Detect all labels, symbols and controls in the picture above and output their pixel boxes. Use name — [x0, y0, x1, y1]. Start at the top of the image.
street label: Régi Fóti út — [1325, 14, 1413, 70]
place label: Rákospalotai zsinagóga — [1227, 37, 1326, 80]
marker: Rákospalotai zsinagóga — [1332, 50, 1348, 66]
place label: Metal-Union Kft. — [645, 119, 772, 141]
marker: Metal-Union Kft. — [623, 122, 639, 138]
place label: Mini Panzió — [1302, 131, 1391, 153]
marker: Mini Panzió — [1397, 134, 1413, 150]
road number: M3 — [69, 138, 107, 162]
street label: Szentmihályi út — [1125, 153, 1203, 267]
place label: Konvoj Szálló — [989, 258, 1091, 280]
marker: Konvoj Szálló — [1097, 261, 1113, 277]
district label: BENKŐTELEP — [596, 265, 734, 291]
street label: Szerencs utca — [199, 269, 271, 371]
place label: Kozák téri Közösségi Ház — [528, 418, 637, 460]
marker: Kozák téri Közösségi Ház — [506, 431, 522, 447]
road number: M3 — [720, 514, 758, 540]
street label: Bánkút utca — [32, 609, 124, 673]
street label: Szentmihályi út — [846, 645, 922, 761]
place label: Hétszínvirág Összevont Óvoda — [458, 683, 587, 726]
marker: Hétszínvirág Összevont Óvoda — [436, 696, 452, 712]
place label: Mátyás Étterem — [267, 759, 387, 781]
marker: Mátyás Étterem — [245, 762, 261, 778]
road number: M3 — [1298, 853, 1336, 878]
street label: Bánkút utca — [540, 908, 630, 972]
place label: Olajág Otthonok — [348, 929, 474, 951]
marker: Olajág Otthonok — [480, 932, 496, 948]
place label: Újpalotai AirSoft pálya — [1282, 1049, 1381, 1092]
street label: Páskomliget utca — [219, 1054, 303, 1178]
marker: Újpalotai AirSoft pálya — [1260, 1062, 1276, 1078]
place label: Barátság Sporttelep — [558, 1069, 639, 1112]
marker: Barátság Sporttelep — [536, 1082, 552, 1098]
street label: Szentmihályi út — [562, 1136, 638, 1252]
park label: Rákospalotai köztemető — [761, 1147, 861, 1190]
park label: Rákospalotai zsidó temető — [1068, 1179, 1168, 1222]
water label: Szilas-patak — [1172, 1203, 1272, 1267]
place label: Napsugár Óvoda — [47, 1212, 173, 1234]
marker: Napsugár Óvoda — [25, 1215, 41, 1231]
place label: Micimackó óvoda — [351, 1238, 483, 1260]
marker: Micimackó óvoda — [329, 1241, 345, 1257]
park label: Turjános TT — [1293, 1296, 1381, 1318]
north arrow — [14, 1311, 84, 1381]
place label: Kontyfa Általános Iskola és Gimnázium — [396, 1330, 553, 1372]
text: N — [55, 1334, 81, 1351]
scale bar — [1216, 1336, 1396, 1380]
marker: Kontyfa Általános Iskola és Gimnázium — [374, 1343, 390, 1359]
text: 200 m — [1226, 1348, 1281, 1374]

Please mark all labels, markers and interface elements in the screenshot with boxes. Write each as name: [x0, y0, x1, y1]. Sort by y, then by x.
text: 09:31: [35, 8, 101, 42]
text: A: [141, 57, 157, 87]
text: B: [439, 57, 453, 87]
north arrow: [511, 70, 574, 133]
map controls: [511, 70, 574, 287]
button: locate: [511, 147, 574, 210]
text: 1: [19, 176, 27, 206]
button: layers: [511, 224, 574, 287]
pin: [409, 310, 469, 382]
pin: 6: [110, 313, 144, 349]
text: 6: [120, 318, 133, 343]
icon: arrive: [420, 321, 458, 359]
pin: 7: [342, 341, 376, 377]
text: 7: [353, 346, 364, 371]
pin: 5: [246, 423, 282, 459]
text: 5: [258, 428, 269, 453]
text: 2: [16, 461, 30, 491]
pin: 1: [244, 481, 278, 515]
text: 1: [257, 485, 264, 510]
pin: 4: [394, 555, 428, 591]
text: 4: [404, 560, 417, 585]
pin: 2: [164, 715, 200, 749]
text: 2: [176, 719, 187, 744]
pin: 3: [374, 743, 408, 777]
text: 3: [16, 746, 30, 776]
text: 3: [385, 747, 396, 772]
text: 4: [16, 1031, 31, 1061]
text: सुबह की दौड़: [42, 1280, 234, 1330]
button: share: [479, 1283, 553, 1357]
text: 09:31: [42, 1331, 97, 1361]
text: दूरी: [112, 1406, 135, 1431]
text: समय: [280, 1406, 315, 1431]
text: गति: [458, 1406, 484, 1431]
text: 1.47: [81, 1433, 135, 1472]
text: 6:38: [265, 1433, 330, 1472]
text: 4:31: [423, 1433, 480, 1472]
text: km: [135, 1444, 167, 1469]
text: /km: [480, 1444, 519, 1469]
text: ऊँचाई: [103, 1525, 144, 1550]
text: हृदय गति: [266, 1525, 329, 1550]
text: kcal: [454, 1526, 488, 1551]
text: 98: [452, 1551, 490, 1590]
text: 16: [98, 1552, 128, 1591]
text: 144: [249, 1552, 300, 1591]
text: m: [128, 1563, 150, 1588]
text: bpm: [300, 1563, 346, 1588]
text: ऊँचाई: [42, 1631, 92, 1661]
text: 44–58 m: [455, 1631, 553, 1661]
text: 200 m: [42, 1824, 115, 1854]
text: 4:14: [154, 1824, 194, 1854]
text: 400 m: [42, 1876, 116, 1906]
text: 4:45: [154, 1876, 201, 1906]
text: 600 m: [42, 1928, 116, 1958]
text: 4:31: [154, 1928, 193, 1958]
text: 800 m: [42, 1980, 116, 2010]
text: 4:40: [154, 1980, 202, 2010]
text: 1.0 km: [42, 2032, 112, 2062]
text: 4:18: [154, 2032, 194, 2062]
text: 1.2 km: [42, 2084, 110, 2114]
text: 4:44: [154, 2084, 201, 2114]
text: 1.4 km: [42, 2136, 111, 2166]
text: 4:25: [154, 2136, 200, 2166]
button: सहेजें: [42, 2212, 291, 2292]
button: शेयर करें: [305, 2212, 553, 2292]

======

**Exercise description**:
Your answer must be an exact transcription of every record above.

**Task output**:
Detect all labels, symbols and controls in the picture above and output their pixel boxes. Use name — [x0, y0, x1, y1]. Start at the top of the image.
street label: Régi Fóti út — [1325, 14, 1413, 70]
place label: Rákospalotai zsinagóga — [1227, 37, 1326, 80]
marker: Rákospalotai zsinagóga — [1332, 50, 1348, 66]
place label: Metal-Union Kft. — [645, 119, 772, 141]
marker: Metal-Union Kft. — [623, 122, 639, 138]
place label: Mini Panzió — [1302, 131, 1391, 153]
marker: Mini Panzió — [1397, 134, 1413, 150]
road number: M3 — [69, 138, 107, 162]
street label: Szentmihályi út — [1125, 153, 1203, 267]
place label: Konvoj Szálló — [989, 258, 1091, 280]
marker: Konvoj Szálló — [1097, 261, 1113, 277]
district label: BENKŐTELEP — [596, 265, 734, 291]
street label: Szerencs utca — [199, 269, 271, 371]
place label: Kozák téri Közösségi Ház — [528, 418, 637, 460]
marker: Kozák téri Közösségi Ház — [506, 431, 522, 447]
road number: M3 — [720, 514, 758, 540]
street label: Bánkút utca — [32, 609, 124, 673]
street label: Szentmihályi út — [846, 645, 922, 761]
place label: Hétszínvirág Összevont Óvoda — [458, 683, 587, 726]
marker: Hétszínvirág Összevont Óvoda — [436, 696, 452, 712]
place label: Mátyás Étterem — [267, 759, 387, 781]
marker: Mátyás Étterem — [245, 762, 261, 778]
road number: M3 — [1298, 853, 1336, 878]
street label: Bánkút utca — [540, 908, 630, 972]
place label: Olajág Otthonok — [348, 929, 474, 951]
marker: Olajág Otthonok — [480, 932, 496, 948]
place label: Újpalotai AirSoft pálya — [1282, 1049, 1381, 1092]
street label: Páskomliget utca — [219, 1054, 303, 1178]
marker: Újpalotai AirSoft pálya — [1260, 1062, 1276, 1078]
place label: Barátság Sporttelep — [558, 1069, 639, 1112]
marker: Barátság Sporttelep — [536, 1082, 552, 1098]
street label: Szentmihályi út — [562, 1136, 638, 1252]
park label: Rákospalotai köztemető — [761, 1147, 861, 1190]
park label: Rákospalotai zsidó temető — [1068, 1179, 1168, 1222]
water label: Szilas-patak — [1172, 1203, 1272, 1267]
place label: Napsugár Óvoda — [47, 1212, 173, 1234]
marker: Napsugár Óvoda — [25, 1215, 41, 1231]
place label: Micimackó óvoda — [351, 1238, 483, 1260]
marker: Micimackó óvoda — [329, 1241, 345, 1257]
park label: Turjános TT — [1293, 1296, 1381, 1318]
north arrow — [14, 1311, 84, 1381]
place label: Kontyfa Általános Iskola és Gimnázium — [396, 1330, 553, 1372]
text: N — [55, 1334, 81, 1351]
scale bar — [1216, 1336, 1396, 1380]
marker: Kontyfa Általános Iskola és Gimnázium — [374, 1343, 390, 1359]
text: 200 m — [1226, 1348, 1281, 1374]

Please mark all labels, markers and interface elements in the screenshot with boxes. Write each as name: [x0, y0, x1, y1]. Sort by y, then by x.
text: 09:31: [35, 8, 101, 42]
text: A: [141, 57, 157, 87]
text: B: [439, 57, 453, 87]
north arrow: [511, 70, 574, 133]
map controls: [511, 70, 574, 287]
button: locate: [511, 147, 574, 210]
text: 1: [19, 176, 27, 206]
button: layers: [511, 224, 574, 287]
pin: [409, 310, 469, 382]
pin: 6: [110, 313, 144, 349]
text: 6: [120, 318, 133, 343]
icon: arrive: [420, 321, 458, 359]
pin: 7: [342, 341, 376, 377]
text: 7: [353, 346, 364, 371]
pin: 5: [246, 423, 282, 459]
text: 5: [258, 428, 269, 453]
text: 2: [16, 461, 30, 491]
pin: 1: [244, 481, 278, 515]
text: 1: [257, 485, 264, 510]
pin: 4: [394, 555, 428, 591]
text: 4: [404, 560, 417, 585]
pin: 2: [164, 715, 200, 749]
text: 2: [176, 719, 187, 744]
pin: 3: [374, 743, 408, 777]
text: 3: [16, 746, 30, 776]
text: 3: [385, 747, 396, 772]
text: 4: [16, 1031, 31, 1061]
text: सुबह की दौड़: [42, 1280, 234, 1330]
button: share: [479, 1283, 553, 1357]
text: 09:31: [42, 1331, 97, 1361]
text: दूरी: [112, 1406, 135, 1431]
text: समय: [280, 1406, 315, 1431]
text: गति: [458, 1406, 484, 1431]
text: 1.47: [81, 1433, 135, 1472]
text: 6:38: [265, 1433, 330, 1472]
text: 4:31: [423, 1433, 480, 1472]
text: km: [135, 1444, 167, 1469]
text: /km: [480, 1444, 519, 1469]
text: ऊँचाई: [103, 1525, 144, 1550]
text: हृदय गति: [266, 1525, 329, 1550]
text: kcal: [454, 1526, 488, 1551]
text: 98: [452, 1551, 490, 1590]
text: 16: [98, 1552, 128, 1591]
text: 144: [249, 1552, 300, 1591]
text: m: [128, 1563, 150, 1588]
text: bpm: [300, 1563, 346, 1588]
text: ऊँचाई: [42, 1631, 92, 1661]
text: 44–58 m: [455, 1631, 553, 1661]
text: 200 m: [42, 1824, 115, 1854]
text: 4:14: [154, 1824, 194, 1854]
text: 400 m: [42, 1876, 116, 1906]
text: 4:45: [154, 1876, 201, 1906]
text: 600 m: [42, 1928, 116, 1958]
text: 4:31: [154, 1928, 193, 1958]
text: 800 m: [42, 1980, 116, 2010]
text: 4:40: [154, 1980, 202, 2010]
text: 1.0 km: [42, 2032, 112, 2062]
text: 4:18: [154, 2032, 194, 2062]
text: 1.2 km: [42, 2084, 110, 2114]
text: 4:44: [154, 2084, 201, 2114]
text: 1.4 km: [42, 2136, 111, 2166]
text: 4:25: [154, 2136, 200, 2166]
button: सहेजें: [42, 2212, 291, 2292]
button: शेयर करें: [305, 2212, 553, 2292]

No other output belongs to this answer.